Envisioning Building Autonomy

— By Joseph Bocchiaro III, PhD, CStd, CTS-D, CTS-I, ISF-C

Harvard University’s Graduate School of Design International recently offered a brand-new course that I had the privilege of teaching. Entitled “Emerging Building Technologies – From Smart to Autonomous,” this 8-part certificate class covered a broad range of Intelligent Building Technology (IBT) topics. The arc of the content was the thought process of envisioning how a building project can be delivered as “smart,” “intelligent,” or even “autonomous.” There were deep technical aspects, along with many social and economic issues explored and modelled in class group exercises. The course modules included an Introduction to Intelligent Buildings, Occupancy Control, Space Planning, Infrastructure, Software, Wellness, Standards/Certifications/Codes, Implementation, Economics, and Occupant Commissioning. As the course creator, I was excited to experience the class’ reactions as they processed the content, and their interactions as they applied it to real-world case studies. A few of the more interesting things that emerged include:

  • Wellness has now become the second most important component of intelligent buildings, closely following energy management. The myriad advances in occupancy control throughout the pandemic, and the concentration on building certifications such as WELL are driving new design considerations.•
  • Artificial Intelligence is pervading many areas of intelligent buildings, and architects are open to embracing these possibilities. This includes pre-emptive building security measures, adaptive building automation, conveyance prediction, and facial and voice recognition.
  • The pandemic has brought attention to the importance of air circulation and fresh air replenishment. IBT has the potential to manage the balance between CO2 monitoring, damper/window control, and temperature control for optimal wellness and sustainability.
  • The pandemic has also driven innovation in touchless technologies, particularly in areas such as access control, wayfinding, and elevator operation.
  • Power over Ethernet (PoE) lighting is now broadly accepted as an acceptable technology, and the advantages it brings in efficiency and construction simplification are appreciated along with the new creative, personalized, and efficiency capabilities it offers to designers.
  • There is a steady migration of IBT devices that are becoming Internet of Things (IoT) “edge” devices, which require cloud connectivity. This is driving ever more stringent cybersecurity measures to protect the enterprise.
  • There is a spectrum from trust to distrust surrounding the acquisition of user data through smartphones. As there is a move towards developing “apps” for buildings, the “buy-in” of occupants interferes with the app’s success. This is not true throughout the world, though, and some countries such as India have widespread adoption of population authentication.
  • Along with the ability to locate occupants within the building comes a wide range of technologies that can be personalized to meet individual needs and preferences. This is an area where productivity gains and efficiencies may be realized, and the students teased out various scenarios by role-playing occupant profiles.
  • There are new Smart Building certifications such as the UL/TIA “Spire” program that add another layer of certification requirements to building design, with corresponding point systems and checklists. There is now movement towards certifying buildings with multiple programs, such as LEED/WELL/Passive House/SPIRE. The overlap areas are of particular interest, and the coordination between them drives synergy in the design. Developers are particularly interested in the return-on-investment of these programs, primarily in the ability to upcharge tenants for them.
  • The class was intrigued to imagine new applications of some existing IBT that was developed for other purposes. E.g., water flowmeters are used to monitor water consumption and wastewater removal. By combining and analyzing the data from these two sources, alerts may be generated when they do not correlate normally. This could indicate a water leak, which could lead to property damage if not mitigated quickly.
  • There is strong recognition that buildings have many relationships to their communities and cities, particularly where “Smart City” initiatives are in place. E.g., the transition to electric vehicles, autonomous vehicles, and Shared Autonomous Vehicles is driving designers to consider new relationships to parking and roadways.

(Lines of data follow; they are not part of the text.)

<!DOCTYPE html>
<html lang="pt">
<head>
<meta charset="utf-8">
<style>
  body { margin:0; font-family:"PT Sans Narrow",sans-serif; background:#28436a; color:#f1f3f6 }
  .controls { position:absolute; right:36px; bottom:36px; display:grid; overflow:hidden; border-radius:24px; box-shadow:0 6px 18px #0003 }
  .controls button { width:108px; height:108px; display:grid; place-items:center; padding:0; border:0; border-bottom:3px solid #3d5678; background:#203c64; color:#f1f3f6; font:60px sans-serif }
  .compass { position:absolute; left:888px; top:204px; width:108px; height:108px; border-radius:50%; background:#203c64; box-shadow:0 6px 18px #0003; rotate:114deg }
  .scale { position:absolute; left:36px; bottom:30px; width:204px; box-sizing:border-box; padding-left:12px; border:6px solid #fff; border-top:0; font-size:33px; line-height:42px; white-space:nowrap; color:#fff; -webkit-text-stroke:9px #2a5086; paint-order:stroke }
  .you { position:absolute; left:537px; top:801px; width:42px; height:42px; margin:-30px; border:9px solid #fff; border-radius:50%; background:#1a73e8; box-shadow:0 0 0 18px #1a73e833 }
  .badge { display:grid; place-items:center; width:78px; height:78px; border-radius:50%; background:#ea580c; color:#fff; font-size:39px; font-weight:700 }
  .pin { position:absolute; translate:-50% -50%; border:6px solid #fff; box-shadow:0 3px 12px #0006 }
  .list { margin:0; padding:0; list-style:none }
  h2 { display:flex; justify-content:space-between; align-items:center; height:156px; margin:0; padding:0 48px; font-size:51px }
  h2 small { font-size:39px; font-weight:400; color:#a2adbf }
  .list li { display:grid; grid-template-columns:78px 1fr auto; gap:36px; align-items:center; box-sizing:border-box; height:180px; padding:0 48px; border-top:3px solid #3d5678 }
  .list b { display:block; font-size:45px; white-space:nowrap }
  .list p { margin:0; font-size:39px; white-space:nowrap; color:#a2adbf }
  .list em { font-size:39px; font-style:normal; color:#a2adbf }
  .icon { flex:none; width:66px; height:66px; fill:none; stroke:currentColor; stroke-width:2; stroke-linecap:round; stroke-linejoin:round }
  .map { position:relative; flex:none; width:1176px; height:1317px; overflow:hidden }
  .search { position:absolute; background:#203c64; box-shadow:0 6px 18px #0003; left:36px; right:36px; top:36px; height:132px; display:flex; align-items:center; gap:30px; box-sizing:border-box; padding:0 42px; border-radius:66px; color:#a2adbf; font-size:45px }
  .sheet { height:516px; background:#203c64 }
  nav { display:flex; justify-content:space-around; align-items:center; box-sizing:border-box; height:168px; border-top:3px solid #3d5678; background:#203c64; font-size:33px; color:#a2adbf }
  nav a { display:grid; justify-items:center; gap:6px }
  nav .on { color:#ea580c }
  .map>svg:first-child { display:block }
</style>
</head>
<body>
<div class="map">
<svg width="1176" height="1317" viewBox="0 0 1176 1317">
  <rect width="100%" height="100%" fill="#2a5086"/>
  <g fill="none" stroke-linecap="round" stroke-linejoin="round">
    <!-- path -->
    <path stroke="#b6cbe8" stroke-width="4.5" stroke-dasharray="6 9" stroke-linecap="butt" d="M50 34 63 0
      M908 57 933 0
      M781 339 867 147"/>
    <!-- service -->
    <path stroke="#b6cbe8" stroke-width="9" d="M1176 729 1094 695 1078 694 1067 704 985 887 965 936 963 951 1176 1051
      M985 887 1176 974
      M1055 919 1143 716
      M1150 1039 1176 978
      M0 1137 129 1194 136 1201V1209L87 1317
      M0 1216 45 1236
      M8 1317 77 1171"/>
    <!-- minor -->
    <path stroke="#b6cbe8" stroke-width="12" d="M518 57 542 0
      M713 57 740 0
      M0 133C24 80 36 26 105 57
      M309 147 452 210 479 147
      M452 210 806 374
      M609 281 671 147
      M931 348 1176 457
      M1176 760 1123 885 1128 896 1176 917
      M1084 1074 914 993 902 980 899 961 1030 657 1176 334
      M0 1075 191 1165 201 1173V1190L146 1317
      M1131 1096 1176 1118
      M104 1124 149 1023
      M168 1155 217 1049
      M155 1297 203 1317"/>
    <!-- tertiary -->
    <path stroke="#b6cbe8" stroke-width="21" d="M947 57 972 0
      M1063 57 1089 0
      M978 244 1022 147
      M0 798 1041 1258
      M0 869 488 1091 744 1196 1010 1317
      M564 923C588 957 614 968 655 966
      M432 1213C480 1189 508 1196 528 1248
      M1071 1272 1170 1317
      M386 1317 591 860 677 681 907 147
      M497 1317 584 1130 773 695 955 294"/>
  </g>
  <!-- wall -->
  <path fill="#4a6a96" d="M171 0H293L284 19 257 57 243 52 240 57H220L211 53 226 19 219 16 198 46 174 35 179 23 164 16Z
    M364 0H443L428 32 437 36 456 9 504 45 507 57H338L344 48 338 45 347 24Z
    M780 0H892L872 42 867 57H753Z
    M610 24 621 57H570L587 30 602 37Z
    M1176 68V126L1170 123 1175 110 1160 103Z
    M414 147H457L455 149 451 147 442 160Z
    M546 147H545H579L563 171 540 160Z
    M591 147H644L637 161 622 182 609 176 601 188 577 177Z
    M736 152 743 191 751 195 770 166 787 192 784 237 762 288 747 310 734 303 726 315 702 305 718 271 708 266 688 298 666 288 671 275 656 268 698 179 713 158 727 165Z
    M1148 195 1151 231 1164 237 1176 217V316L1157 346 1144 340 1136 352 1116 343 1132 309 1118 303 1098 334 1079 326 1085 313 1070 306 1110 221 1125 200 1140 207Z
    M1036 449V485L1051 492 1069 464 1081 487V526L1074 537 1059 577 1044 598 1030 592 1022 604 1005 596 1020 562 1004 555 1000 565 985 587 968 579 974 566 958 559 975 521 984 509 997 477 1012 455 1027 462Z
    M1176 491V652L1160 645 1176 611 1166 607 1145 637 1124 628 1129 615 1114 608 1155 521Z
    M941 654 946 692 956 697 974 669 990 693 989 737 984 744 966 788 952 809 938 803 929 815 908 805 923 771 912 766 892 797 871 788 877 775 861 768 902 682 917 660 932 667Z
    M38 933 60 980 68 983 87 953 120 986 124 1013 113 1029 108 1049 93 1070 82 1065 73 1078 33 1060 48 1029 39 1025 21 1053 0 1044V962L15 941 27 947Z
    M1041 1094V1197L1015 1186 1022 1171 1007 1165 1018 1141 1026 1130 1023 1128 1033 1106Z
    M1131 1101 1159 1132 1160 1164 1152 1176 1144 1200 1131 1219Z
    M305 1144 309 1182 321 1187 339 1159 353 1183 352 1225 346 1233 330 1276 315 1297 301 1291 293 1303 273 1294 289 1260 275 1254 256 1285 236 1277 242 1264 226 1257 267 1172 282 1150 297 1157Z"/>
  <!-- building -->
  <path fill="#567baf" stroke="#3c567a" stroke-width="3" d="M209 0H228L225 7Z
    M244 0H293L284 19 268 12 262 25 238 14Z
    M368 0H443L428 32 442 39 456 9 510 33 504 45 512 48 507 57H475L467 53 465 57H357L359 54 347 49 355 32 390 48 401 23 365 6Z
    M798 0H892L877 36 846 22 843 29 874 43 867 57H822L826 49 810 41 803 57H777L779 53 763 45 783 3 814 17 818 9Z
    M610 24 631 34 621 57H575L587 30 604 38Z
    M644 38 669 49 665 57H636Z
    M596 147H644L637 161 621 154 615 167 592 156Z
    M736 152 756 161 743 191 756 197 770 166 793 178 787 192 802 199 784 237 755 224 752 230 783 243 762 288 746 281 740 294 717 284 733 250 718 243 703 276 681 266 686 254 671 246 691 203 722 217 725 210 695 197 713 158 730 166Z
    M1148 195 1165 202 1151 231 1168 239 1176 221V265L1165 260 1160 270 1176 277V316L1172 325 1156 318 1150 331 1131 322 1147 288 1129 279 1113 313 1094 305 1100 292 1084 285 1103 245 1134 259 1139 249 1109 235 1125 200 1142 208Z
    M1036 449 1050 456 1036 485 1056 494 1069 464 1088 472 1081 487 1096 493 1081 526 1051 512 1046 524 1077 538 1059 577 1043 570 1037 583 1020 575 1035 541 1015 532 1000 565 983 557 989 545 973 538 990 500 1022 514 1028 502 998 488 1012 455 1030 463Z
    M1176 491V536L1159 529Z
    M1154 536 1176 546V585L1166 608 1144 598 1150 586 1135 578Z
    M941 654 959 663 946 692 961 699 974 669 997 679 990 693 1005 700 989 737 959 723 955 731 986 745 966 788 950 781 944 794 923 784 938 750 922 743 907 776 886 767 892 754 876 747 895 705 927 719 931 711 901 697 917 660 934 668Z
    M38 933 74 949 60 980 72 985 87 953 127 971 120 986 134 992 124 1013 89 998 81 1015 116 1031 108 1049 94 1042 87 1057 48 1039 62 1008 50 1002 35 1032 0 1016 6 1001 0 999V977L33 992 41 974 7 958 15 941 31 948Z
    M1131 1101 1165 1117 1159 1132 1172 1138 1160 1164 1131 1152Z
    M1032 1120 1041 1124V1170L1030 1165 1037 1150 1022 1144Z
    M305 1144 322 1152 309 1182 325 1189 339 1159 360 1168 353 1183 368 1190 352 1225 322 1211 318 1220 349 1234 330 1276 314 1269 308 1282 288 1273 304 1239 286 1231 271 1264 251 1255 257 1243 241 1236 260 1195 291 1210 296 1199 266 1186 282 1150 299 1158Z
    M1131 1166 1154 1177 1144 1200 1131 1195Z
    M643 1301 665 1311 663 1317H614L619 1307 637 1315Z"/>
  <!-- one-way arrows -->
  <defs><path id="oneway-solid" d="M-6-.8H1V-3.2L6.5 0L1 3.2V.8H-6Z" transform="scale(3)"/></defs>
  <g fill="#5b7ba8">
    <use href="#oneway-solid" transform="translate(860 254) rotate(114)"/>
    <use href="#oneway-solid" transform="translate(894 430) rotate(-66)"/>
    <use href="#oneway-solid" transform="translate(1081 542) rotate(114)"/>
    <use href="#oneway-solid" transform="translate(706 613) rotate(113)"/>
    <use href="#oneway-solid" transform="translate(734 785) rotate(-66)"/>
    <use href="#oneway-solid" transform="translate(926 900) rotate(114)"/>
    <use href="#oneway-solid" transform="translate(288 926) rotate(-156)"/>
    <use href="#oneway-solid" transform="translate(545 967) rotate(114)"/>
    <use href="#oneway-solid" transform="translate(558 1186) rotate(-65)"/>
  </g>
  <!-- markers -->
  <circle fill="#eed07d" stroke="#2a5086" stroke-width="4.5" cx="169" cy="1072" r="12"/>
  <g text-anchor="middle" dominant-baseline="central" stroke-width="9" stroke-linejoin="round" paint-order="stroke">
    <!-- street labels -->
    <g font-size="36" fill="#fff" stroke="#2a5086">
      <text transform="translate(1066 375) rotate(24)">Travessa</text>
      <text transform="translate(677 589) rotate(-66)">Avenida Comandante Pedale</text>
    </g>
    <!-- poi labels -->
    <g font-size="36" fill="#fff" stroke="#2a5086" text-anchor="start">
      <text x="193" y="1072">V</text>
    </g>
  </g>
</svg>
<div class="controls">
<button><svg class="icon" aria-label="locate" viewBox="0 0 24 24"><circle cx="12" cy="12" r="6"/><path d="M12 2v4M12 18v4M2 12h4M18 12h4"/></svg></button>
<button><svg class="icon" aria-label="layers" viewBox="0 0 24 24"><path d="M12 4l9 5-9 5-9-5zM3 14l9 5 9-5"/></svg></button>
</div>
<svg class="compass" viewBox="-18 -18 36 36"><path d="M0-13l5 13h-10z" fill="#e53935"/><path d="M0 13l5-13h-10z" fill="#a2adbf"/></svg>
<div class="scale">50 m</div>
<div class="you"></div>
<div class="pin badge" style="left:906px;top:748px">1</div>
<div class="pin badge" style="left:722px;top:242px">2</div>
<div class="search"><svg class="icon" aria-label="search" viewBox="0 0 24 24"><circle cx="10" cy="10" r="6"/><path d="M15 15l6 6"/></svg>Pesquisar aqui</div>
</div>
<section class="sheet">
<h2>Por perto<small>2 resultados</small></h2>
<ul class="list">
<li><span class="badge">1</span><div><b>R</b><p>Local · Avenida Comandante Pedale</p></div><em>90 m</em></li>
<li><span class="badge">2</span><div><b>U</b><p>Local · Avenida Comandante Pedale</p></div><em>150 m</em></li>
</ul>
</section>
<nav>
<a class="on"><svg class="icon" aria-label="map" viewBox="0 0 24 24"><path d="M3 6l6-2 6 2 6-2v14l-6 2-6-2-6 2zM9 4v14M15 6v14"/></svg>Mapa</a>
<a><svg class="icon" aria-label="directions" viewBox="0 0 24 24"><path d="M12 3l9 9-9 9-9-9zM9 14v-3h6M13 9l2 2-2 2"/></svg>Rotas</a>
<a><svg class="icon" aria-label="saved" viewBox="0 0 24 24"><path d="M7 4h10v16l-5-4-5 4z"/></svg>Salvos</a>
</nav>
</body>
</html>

Each of these emerging issues was discussed as if they are inevitable, and the class was focused on design solutions rather than speculation. These solutions were incorporated into their exercises, which highlighted the benefits of collaboration between different stakeholders — a necessity for successful IBT initiatives. Our Google Drawings app worked well as a quick and easy brainstorming tool. The class was enthusiastic and diverse — seven countries were represented — and the course will be offered again in January and June of 2022, both virtually and in-person at Harvard. Let me know if you are interested!